The following article by Ruy Teixeira, senior fellow at the American Enterprise Institute, politics editor of The Liberal Patriot newsletter and author of major works of political analysis, is cross-posted from The Liberal Patriot:
Cast your mind back to the race for the 2020 Democratic presidential nomination. It was then that Joe Biden emerged as the “Great Moderate Hope.” Recall that by the time the first Democratic presidential primary debates were held in late June 2019, leading candidates were seeking to outflank one another to the left. The thinking was that a Democratic electorate radicalized by the Trump presidency would respond favorably to maximally progressive positions.
Many of these candidates endorsed a wide range of radical policy options: “Medicare for All” reforms that would eliminate private health insurance; a Green New Deal with an aggressive timeline for reducing reliance on fossil fuels; banningfracking; decriminalizing unauthorized migration over the Mexican border; providing health insurance to illegal immigrants; allowing prisoners to vote; abolishing U.S. Immigration and Customs Enforcement; and promising reparations to the descendants of slaves.

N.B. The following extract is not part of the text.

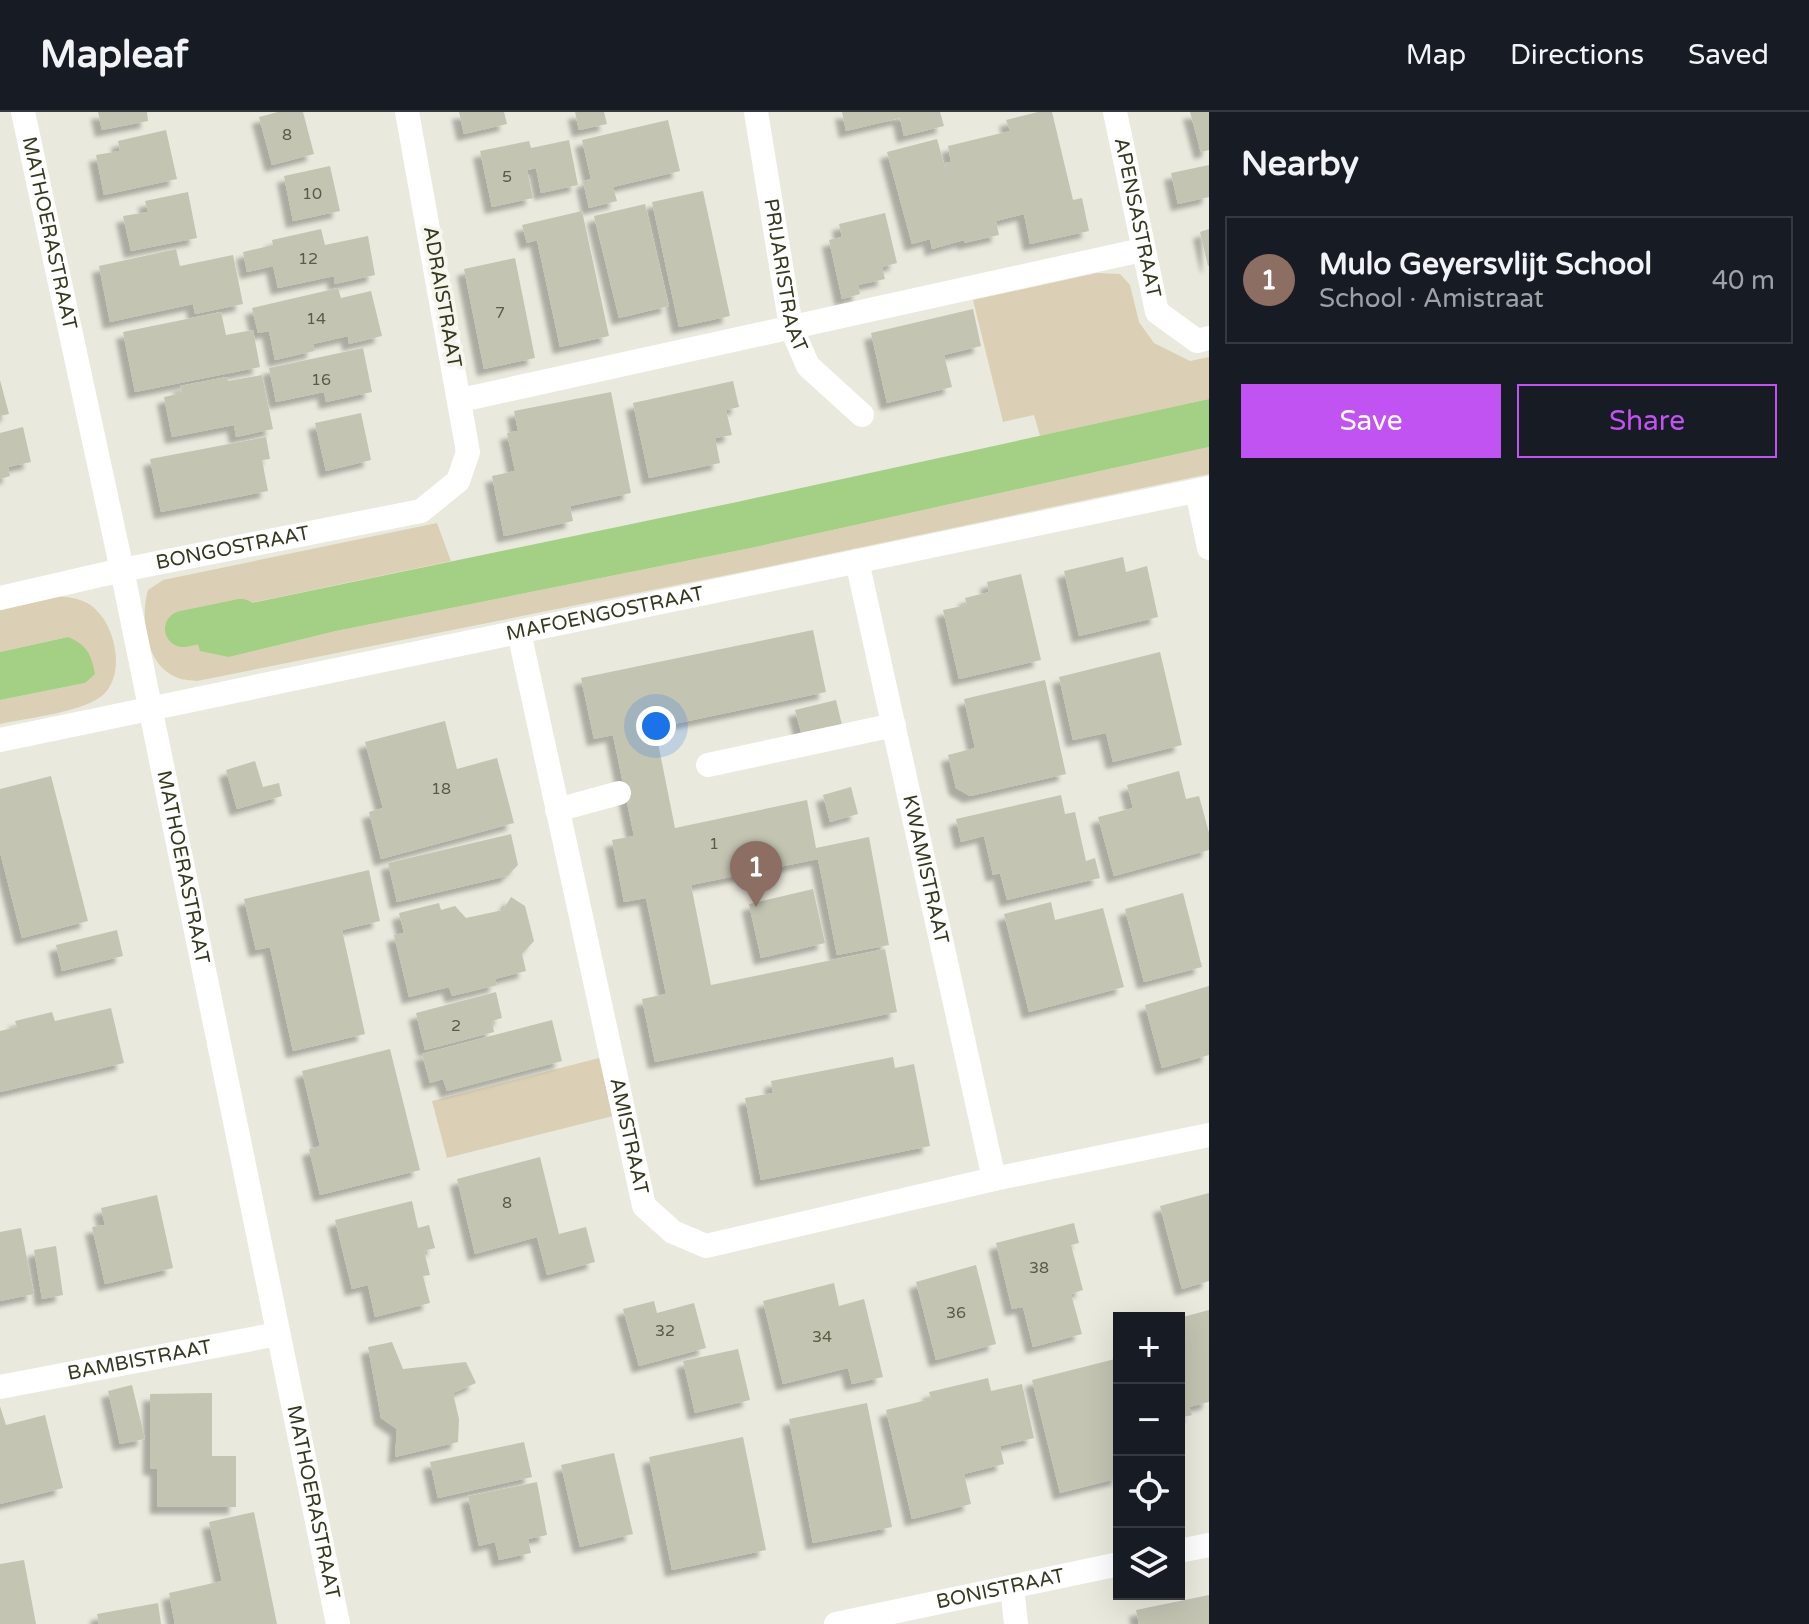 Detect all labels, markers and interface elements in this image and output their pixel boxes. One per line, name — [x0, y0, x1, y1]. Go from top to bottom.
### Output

Joe Biden, by and large, did not participate in this race to the left. Instead, he took advantage of both his primary opponents’ radical ideas and the chaos of Trump’s governance by striking a moderate note, promising to pursue progressive but sensible policies, restore the “soul of America,” provide the help Americans needed to get through the crisis, and, of course and above all, beat Donald Trump. This was a congenial message to the Democratic primary electorate, starting with black voters in South Carolina on February 29 and running through every demographic on Super Tuesday and beyond. It turned out that, despite the strenuous appeals of many candidates to the party’s rising left, most Democratic primary voters had more pragmatic and moderate views than the media-anointed advocates for a more radical party. Other candidates’ failure to understand this emptied the field for Biden, who cruised to the nomination after Super Tuesday.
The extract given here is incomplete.